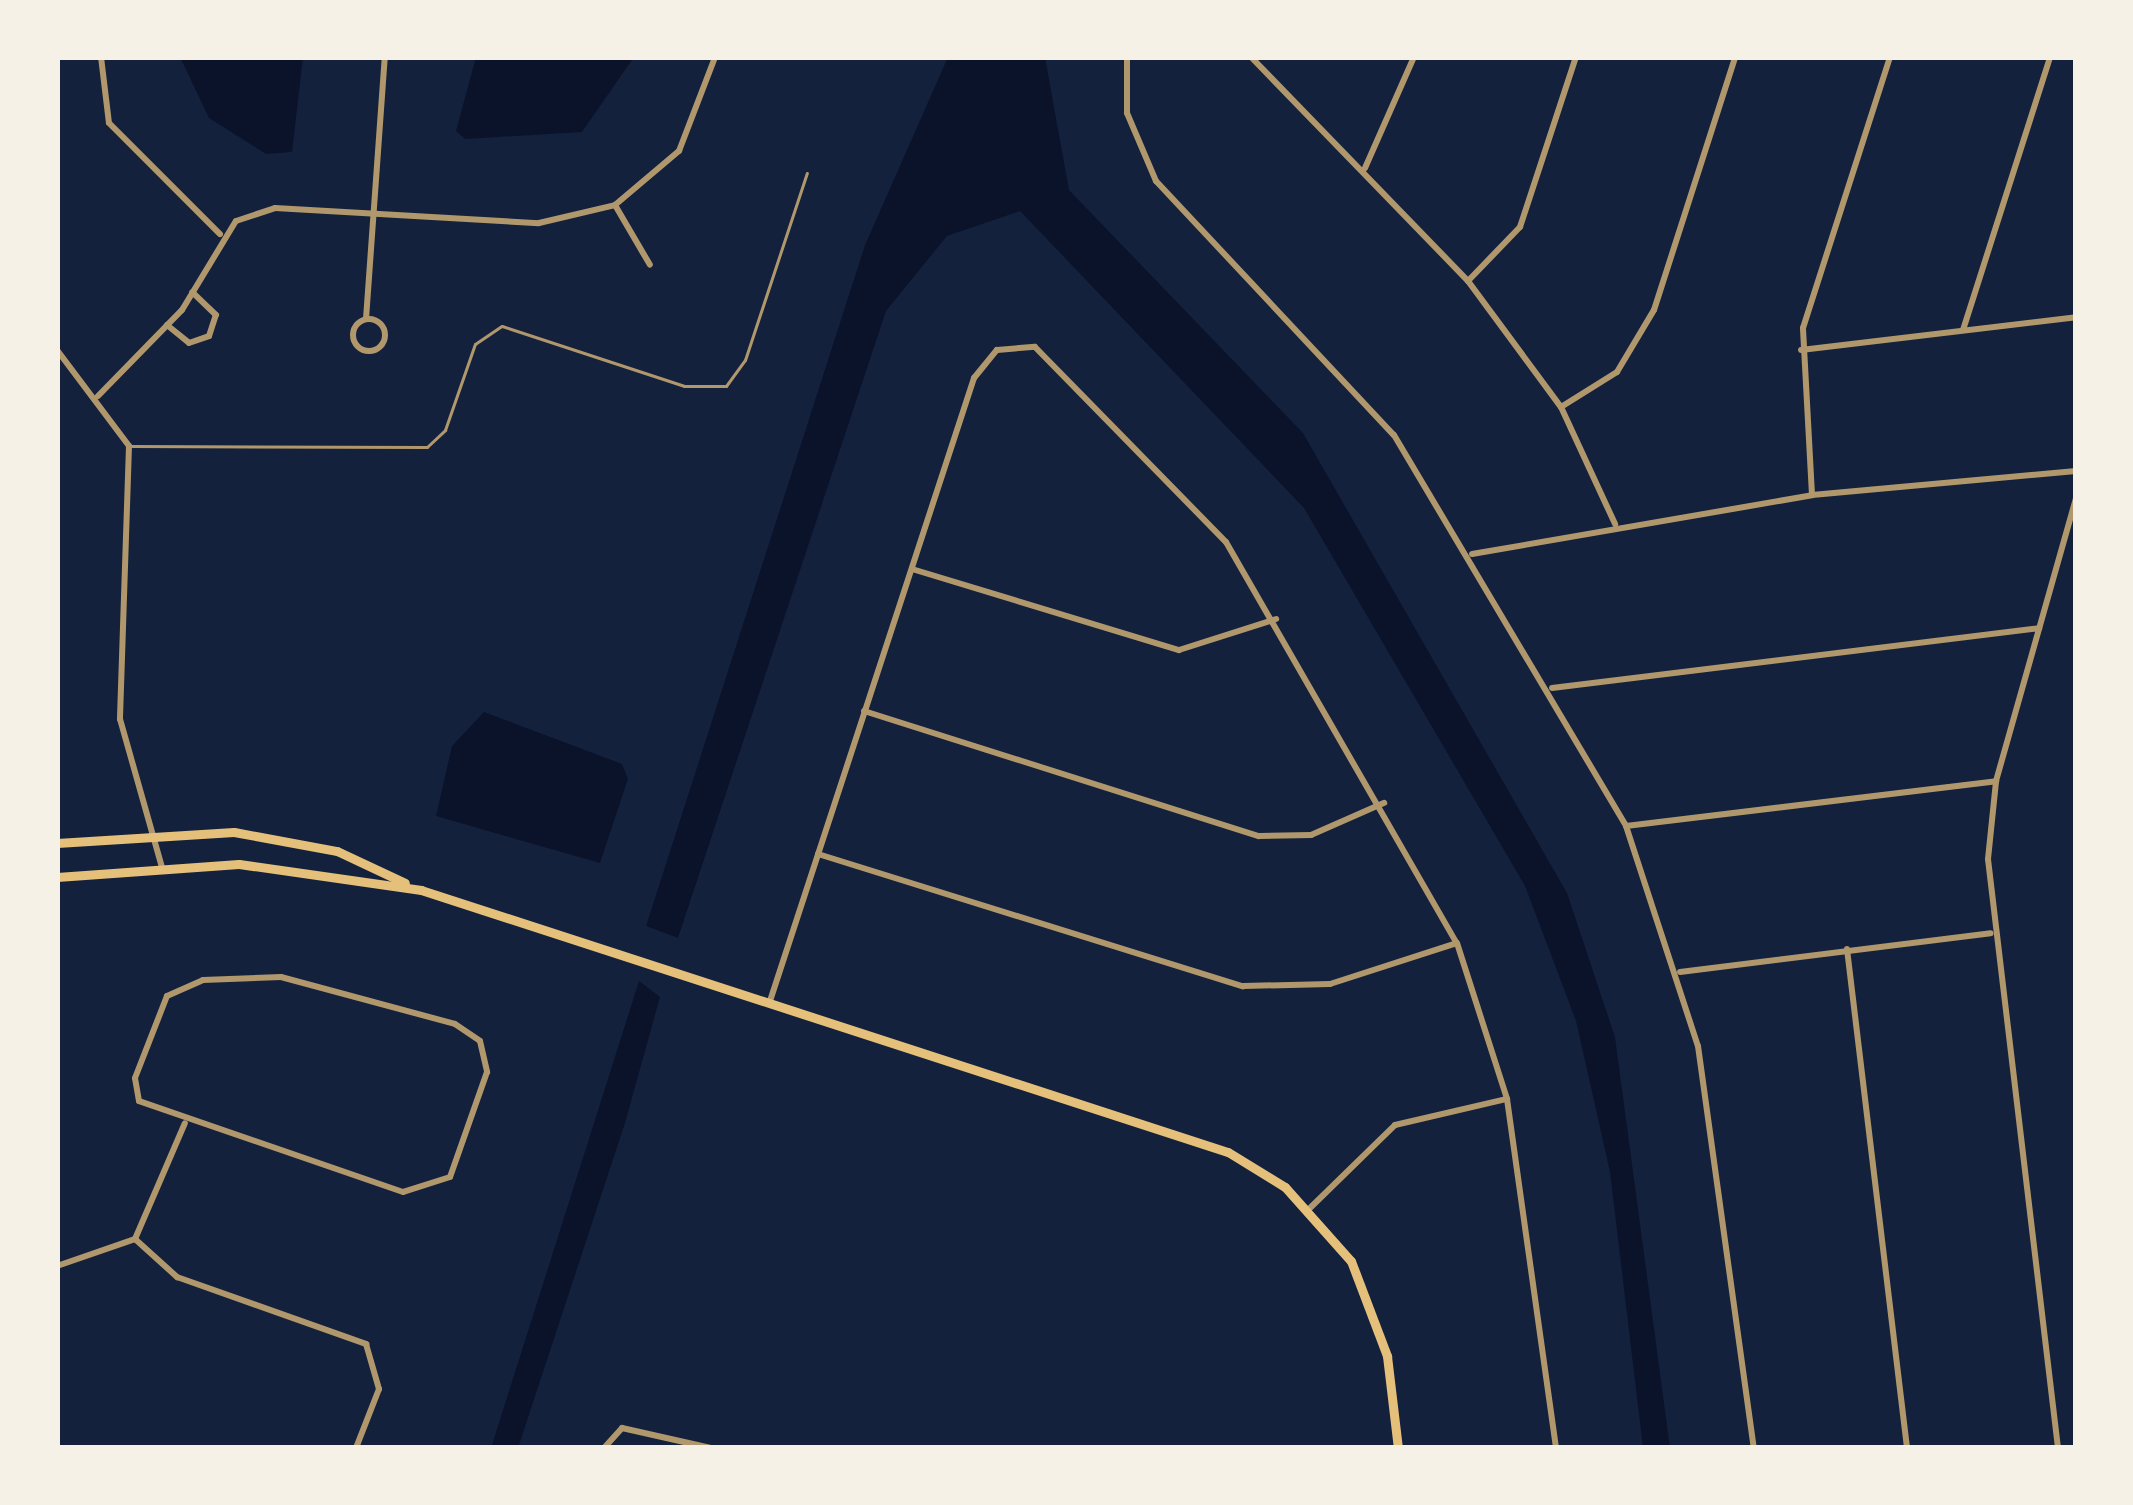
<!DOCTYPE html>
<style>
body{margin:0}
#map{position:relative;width:2133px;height:1505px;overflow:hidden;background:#14213d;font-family:"Public Sans",sans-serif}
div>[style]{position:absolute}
.water>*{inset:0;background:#0b132b}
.service>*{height:3px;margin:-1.5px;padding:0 1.5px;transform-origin:1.5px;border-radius:1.5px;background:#b1986c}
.minor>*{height:6px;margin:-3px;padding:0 3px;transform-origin:3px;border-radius:3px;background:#b1986c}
.minor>.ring{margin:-3px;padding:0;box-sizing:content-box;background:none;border:6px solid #b1986c;border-radius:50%}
.secondary>*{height:9px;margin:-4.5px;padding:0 4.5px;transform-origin:4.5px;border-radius:4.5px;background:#e5c07b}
span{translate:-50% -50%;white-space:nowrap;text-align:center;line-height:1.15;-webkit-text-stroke:9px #f6f1e7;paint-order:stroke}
.frame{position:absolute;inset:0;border:60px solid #f6f1e7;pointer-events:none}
</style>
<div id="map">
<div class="water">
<div style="clip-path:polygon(180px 57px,303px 57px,292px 152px,266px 154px,209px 118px)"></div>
<div style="clip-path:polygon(476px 57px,634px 57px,582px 132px,465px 139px,456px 131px)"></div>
<div style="clip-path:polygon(948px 57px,1045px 57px,1069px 190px,1303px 433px,1567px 893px,1615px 1037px,1670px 1448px,1643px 1448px,1610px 1172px,1576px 1021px,1525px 886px,1304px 508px,1020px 211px,947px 236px,886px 311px,678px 938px,646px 926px,865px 245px)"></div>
<div style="clip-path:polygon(484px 712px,622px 764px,628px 779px,600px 863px,436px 816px,452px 746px)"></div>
<div style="clip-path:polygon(639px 981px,660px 997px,625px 1123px,518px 1448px,491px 1448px)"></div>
</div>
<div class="service">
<div style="left:131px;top:446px;width:296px;rotate:0.2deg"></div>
<div style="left:427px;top:447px;width:25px;rotate:-43deg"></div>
<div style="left:445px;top:430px;width:91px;rotate:-70.8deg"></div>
<div style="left:475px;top:344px;width:32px;rotate:-34deg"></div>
<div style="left:502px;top:326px;width:192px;rotate:18.2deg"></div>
<div style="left:684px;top:386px;width:42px"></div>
<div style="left:726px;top:386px;width:32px;rotate:-54deg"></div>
<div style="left:745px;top:360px;width:197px;rotate:-71.7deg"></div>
</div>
<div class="minor">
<div style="left:101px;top:57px;width:66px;rotate:83.1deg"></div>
<div style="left:109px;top:123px;width:157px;rotate:45deg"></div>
<div style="left:1127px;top:57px;width:56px;rotate:90deg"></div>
<div style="left:1127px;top:113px;width:74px;rotate:66.9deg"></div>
<div style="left:1156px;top:181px;width:348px;rotate:46.9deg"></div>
<div style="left:1394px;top:435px;width:455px;rotate:59.3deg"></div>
<div style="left:1626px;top:826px;width:231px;rotate:71.9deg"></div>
<div style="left:1698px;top:1046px;width:406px;rotate:82.1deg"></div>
<div style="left:1251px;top:57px;width:312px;rotate:45.9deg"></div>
<div style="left:1468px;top:281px;width:157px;rotate:53.6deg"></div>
<div style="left:1561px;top:407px;width:129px;rotate:65.2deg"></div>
<div style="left:1365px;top:168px;width:121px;rotate:-66.2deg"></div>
<div style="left:615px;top:205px;width:69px;rotate:59.7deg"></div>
<div style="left:1468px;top:281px;width:75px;rotate:-46.1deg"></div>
<div style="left:1520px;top:227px;width:179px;rotate:-71.8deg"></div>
<div class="ring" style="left:353px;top:319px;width:26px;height:26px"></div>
<div style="left:366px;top:319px;width:263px;rotate:-85.9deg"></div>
<div style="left:167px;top:325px;width:28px;rotate:39deg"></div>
<div style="left:189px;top:343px;width:21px;rotate:-19deg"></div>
<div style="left:209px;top:336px;width:22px;rotate:-72deg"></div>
<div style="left:216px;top:315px;width:33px;rotate:-136deg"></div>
<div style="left:1963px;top:330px;width:287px;rotate:-72.3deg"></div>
<div style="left:57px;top:350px;width:120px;rotate:53.1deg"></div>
<div style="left:129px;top:446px;width:273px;rotate:91.9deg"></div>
<div style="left:120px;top:719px;width:154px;rotate:74.2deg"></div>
<div style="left:1801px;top:350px;width:277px;rotate:-6.8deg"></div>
<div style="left:98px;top:396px;width:120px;rotate:-45.7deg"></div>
<div style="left:182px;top:310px;width:104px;rotate:-58.8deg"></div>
<div style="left:236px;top:221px;width:41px;rotate:-18.4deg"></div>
<div style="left:275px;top:208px;width:264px;rotate:3.3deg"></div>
<div style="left:539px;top:223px;width:78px;rotate:-13.3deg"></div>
<div style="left:615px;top:205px;width:84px;rotate:-40.2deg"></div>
<div style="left:679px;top:151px;width:101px;rotate:-69deg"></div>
<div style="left:1561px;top:407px;width:66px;rotate:-32deg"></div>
<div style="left:1617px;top:372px;width:72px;rotate:-59.2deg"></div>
<div style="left:1654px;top:310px;width:266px;rotate:-72.2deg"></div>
<div style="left:1812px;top:495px;width:167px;rotate:-93.1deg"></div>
<div style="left:1803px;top:328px;width:285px;rotate:-72.2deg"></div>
<div style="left:1472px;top:554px;width:345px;rotate:-9.8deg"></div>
<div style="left:1812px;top:495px;width:265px;rotate:-5.2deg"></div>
<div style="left:912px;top:569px;width:279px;rotate:16.9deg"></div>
<div style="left:1179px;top:650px;width:102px;rotate:-17.7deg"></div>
<div style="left:1552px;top:688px;width:491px;rotate:-7deg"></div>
<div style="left:864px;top:711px;width:414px;rotate:17.6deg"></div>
<div style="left:1259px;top:836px;width:52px;rotate:-1.1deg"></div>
<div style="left:1311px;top:835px;width:80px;rotate:-23.7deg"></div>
<div style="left:1626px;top:826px;width:373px;rotate:-6.9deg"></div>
<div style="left:818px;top:854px;width:445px;rotate:17.3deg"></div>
<div style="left:1243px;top:986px;width:87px;rotate:-1.3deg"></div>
<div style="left:1330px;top:984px;width:133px;rotate:-17.9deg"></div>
<div style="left:1847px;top:949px;width:503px;rotate:83.14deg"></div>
<div style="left:1680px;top:972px;width:313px;rotate:-7.1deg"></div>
<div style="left:281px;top:977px;width:180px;rotate:15.1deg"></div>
<div style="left:455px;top:1024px;width:30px;rotate:34deg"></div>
<div style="left:480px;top:1041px;width:32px;rotate:77deg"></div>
<div style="left:487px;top:1072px;width:111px;rotate:109.4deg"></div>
<div style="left:450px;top:1177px;width:49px;rotate:162.3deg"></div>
<div style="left:403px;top:1192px;width:279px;rotate:-161deg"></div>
<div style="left:139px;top:1101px;width:23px;rotate:-100deg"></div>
<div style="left:135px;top:1078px;width:88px;rotate:-68.7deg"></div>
<div style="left:167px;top:996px;width:39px;rotate:-24deg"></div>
<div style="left:203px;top:980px;width:78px;rotate:-2.2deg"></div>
<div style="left:770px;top:1001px;width:656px;rotate:-71.87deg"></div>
<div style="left:974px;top:378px;width:36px;rotate:-51deg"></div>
<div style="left:997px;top:350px;width:38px;rotate:-5deg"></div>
<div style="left:1035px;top:347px;width:273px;rotate:45.6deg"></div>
<div style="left:1226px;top:542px;width:463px;rotate:60.1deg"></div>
<div style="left:1457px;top:943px;width:164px;rotate:72.2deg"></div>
<div style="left:1507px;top:1099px;width:352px;rotate:82deg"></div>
<div style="left:1309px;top:1209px;width:120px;rotate:-44.3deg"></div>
<div style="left:1395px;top:1125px;width:115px;rotate:-13.1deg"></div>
<div style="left:135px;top:1239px;width:57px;rotate:42.1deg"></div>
<div style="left:177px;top:1277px;width:201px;rotate:19.5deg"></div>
<div style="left:366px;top:1344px;width:47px;rotate:73.9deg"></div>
<div style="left:379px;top:1389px;width:63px;rotate:111.3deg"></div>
<div style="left:57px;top:1266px;width:83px;rotate:-19.1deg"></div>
<div style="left:135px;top:1239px;width:126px;rotate:-66.7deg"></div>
<div style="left:604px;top:1448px;width:27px;rotate:-48deg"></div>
<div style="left:622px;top:1428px;width:91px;rotate:12.7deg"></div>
<div style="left:2058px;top:1448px;width:593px;rotate:-96.78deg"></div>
<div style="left:1988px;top:859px;width:78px;rotate:-84.1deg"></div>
<div style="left:1996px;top:781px;width:293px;rotate:-74.2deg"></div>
</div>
<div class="secondary">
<div style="left:57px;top:843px;width:177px;rotate:-3.6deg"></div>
<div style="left:234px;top:832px;width:105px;rotate:10.5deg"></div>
<div style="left:337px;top:851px;width:75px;rotate:25.2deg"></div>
<div style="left:57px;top:877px;width:182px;rotate:-4.1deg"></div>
<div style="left:239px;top:864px;width:184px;rotate:8.1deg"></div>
<div style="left:421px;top:890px;width:848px;rotate:17.99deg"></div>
<div style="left:1228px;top:1152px;width:67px;rotate:31.6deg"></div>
<div style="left:1285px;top:1187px;width:99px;rotate:48.3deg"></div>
<div style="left:1351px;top:1261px;width:102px;rotate:69.2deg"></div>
<div style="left:1387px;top:1356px;width:93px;rotate:83.2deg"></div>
</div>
<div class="frame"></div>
</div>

- Task item -
A single number is the answer: how many lines in the records above contain the word "service".

- Result -
2